Effects of Virginia Anti-Takeover Statutes.
The Virginia Stock Corporation Act contains provisions governing “Affiliated Transactions.” Affiliated Transactions include certain mergers and share exchanges, material dispositions of corporate assets not in the ordinary course of business, any dissolution of the corporation proposed by or on behalf of an Interested Shareholder (as defined below), or reclassifications, including reverse stock splits, recapitalizations or mergers of the corporation with its subsidiaries which have the effect of increasing the percentage of voting shares beneficially owned by an Interested Shareholder by more than 5%. For purposes of the Virginia Stock Corporation Act, an “Interested Shareholder” is generally defined as any beneficial owner of more than 10% of any class of the voting securities of a Virginia corporation.

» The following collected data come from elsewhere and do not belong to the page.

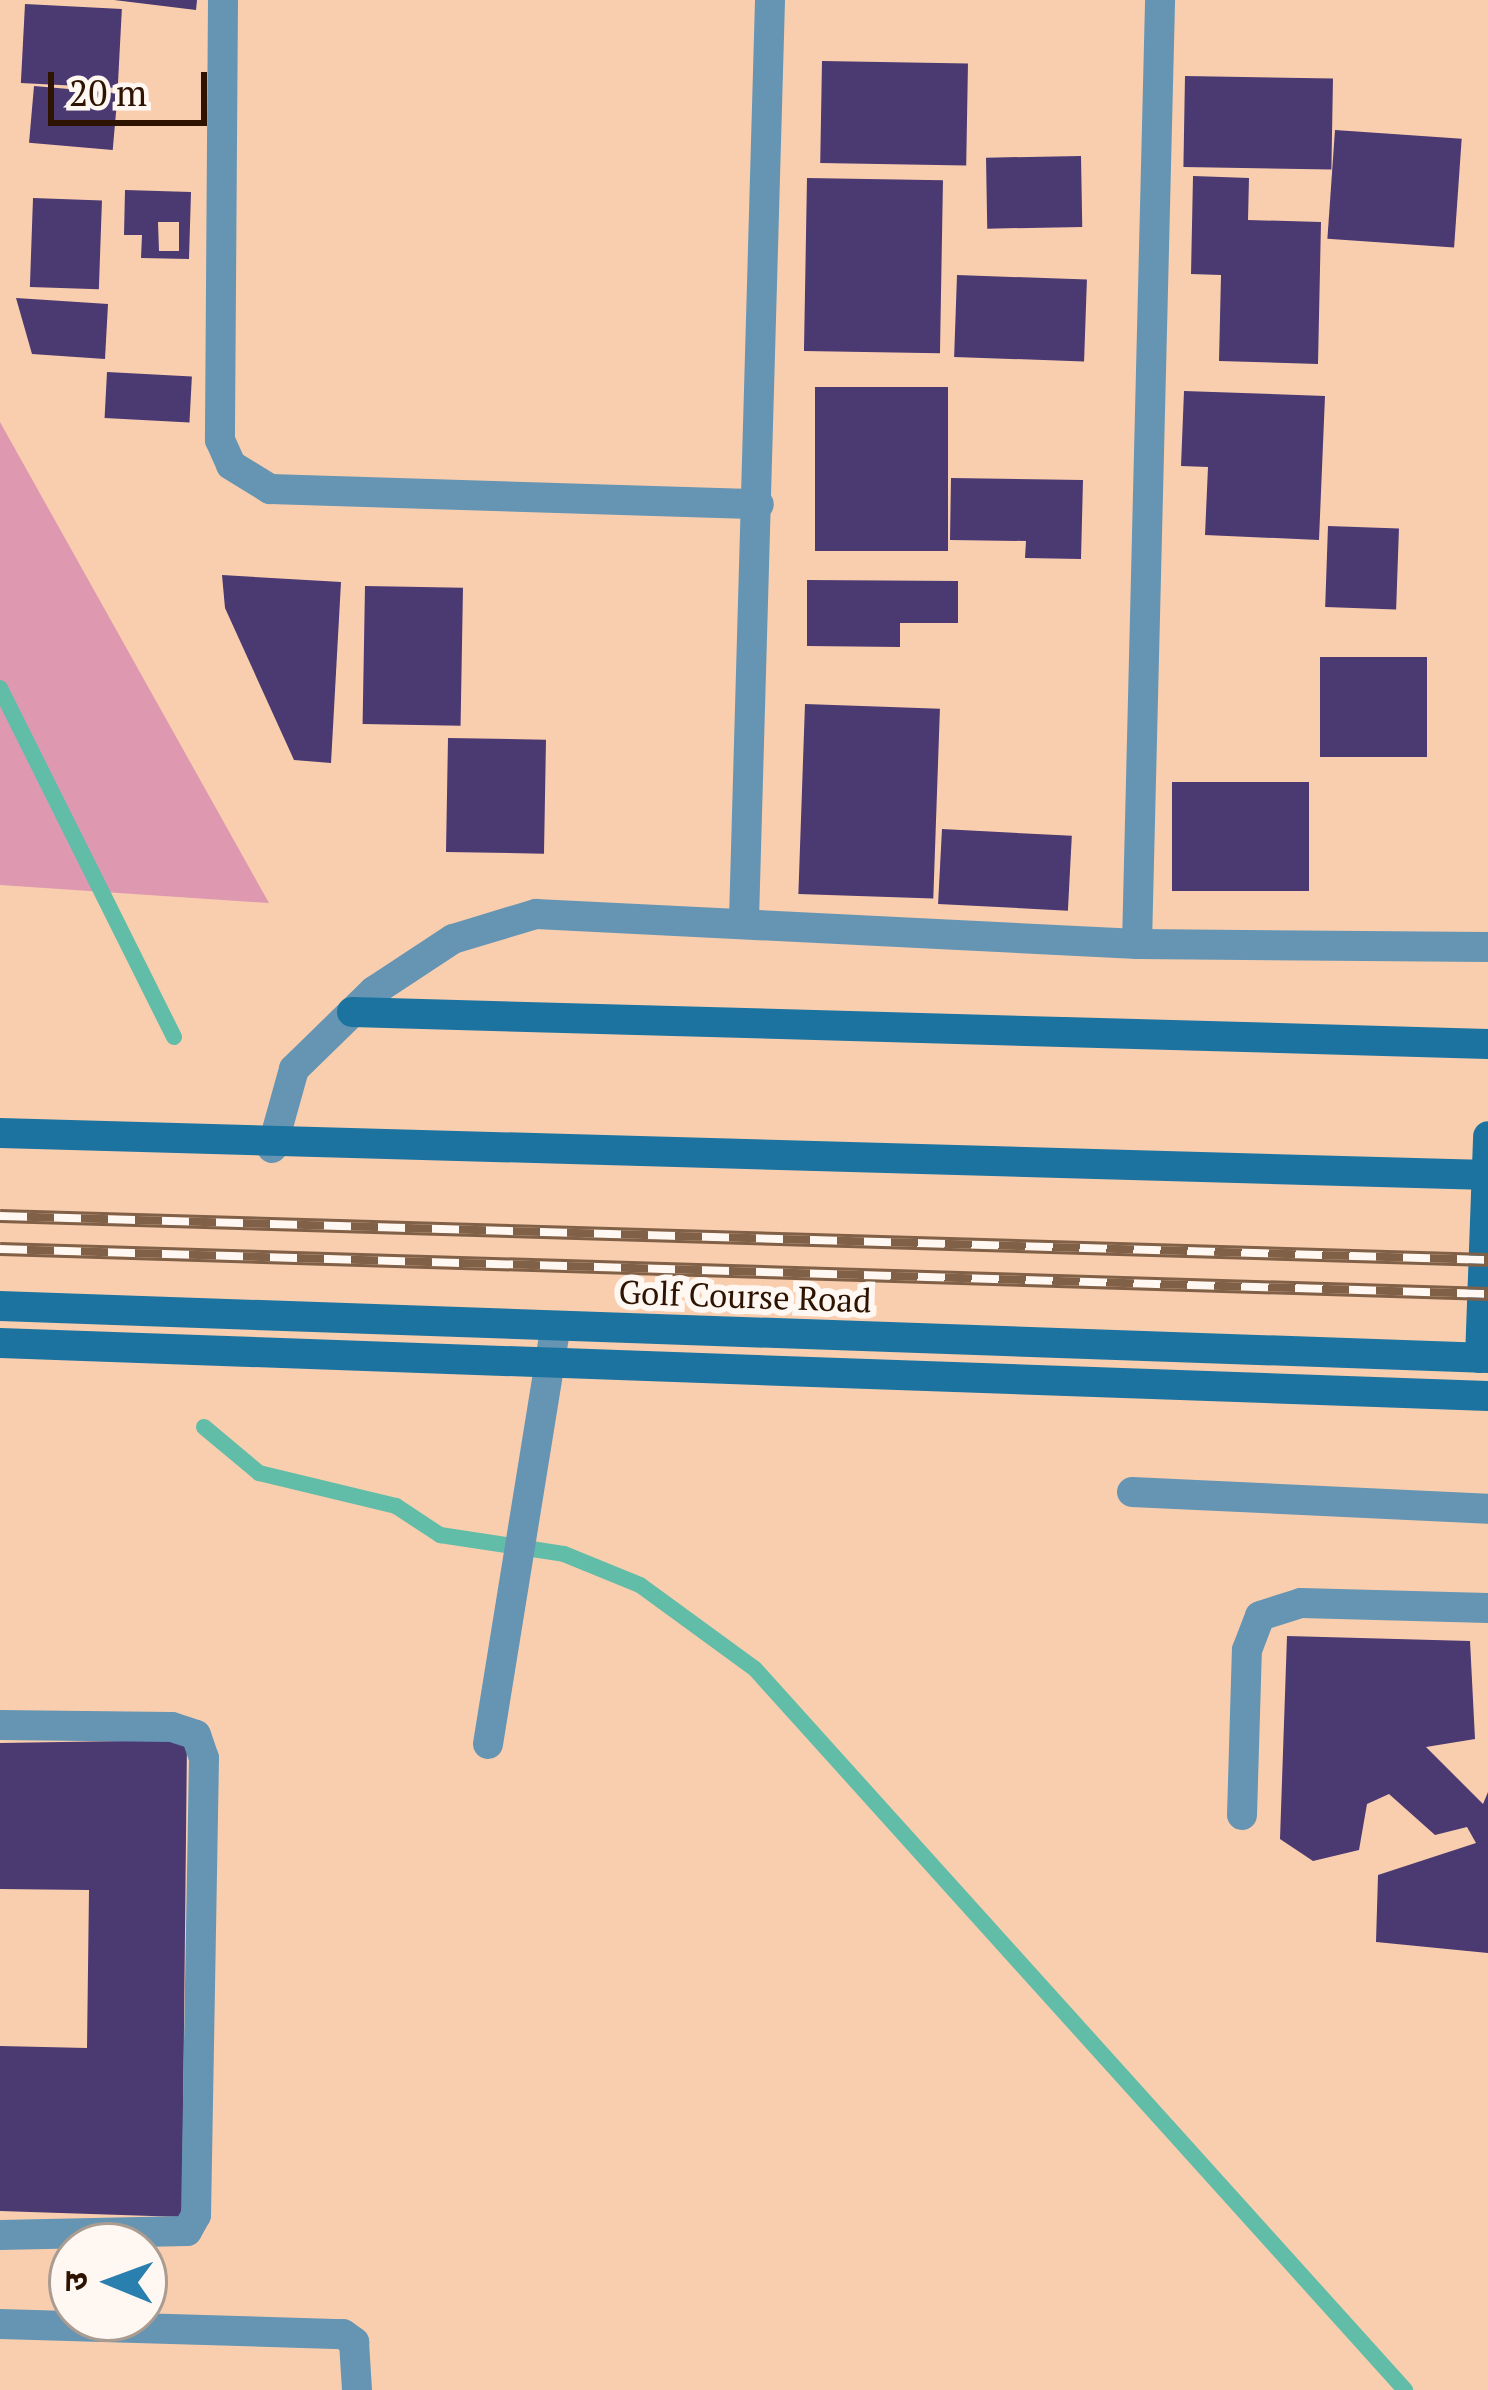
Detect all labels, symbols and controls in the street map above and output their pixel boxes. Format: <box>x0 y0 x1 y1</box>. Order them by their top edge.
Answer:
scale bar <box>54 48 213 122</box>
text: 20 m <box>69 69 147 116</box>
street label: Golf Course Road <box>618 1272 872 1320</box>
north arrow <box>48 2222 168 2342</box>
text: उ <box>53 2271 96 2291</box>

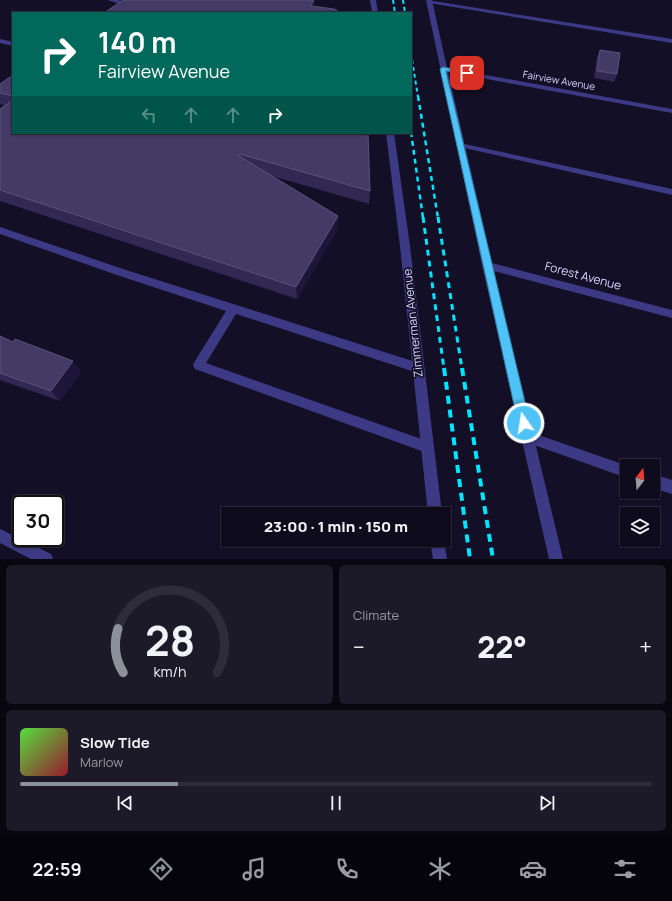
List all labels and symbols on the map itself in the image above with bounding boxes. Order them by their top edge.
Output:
pin [450,56,484,90]
street label: Fairview Avenue [522,67,596,93]
street label: Forest Avenue [543,257,623,294]
street label: Zimmerman Avenue [398,268,427,378]
position arrow [503,402,545,444]
north arrow [620,459,660,499]
speed limit sign: 30 [12,495,64,547]

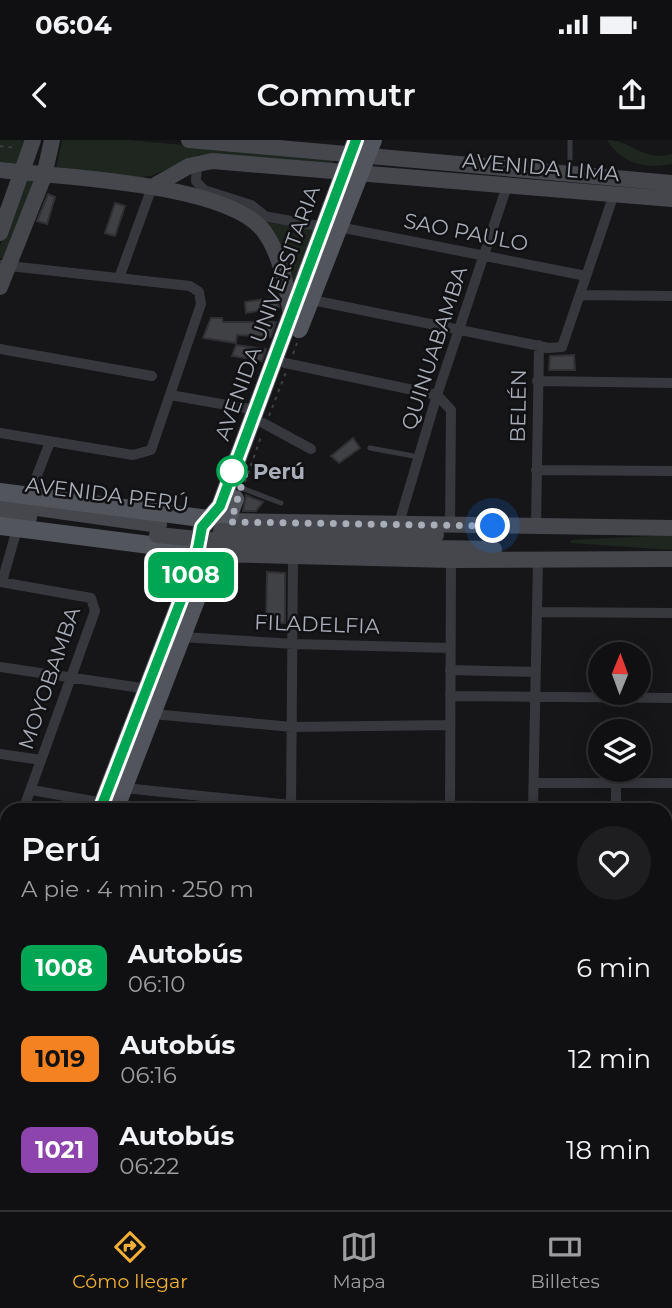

Subject to certain exceptions discussed below, the provisions governing Affiliated Transactions require that, for three years following the date upon which any shareholder becomes an Interested Shareholder, a Virginia corporation cannot engage in an Affiliated Transaction with such Interested Shareholder unless approved by the affirmative vote of the holders of two-thirds of the voting shares of the corporation, other than the shares beneficially owned by the Interested Shareholder, and by a majority (but not less than two) of the “Disinterested Directors.” A Disinterested Director means, with respect to a particular Interested Shareholder, a member of a corporation’s board of directors who (i) was a member before the later of January 1, 1988 and the date on which an Interested Shareholder became an Interested Shareholder and (ii) was recommended for election by, or was elected to fill a vacancy and received the affirmative vote of, a majority of the Disinterested Directors then on the board. At the expiration of the three-year period, these provisions require approval of Affiliated Transactions by the affirmative vote of the holders of two-thirds of the voting shares of the corporation, other than those beneficially owned by the Interested Shareholder.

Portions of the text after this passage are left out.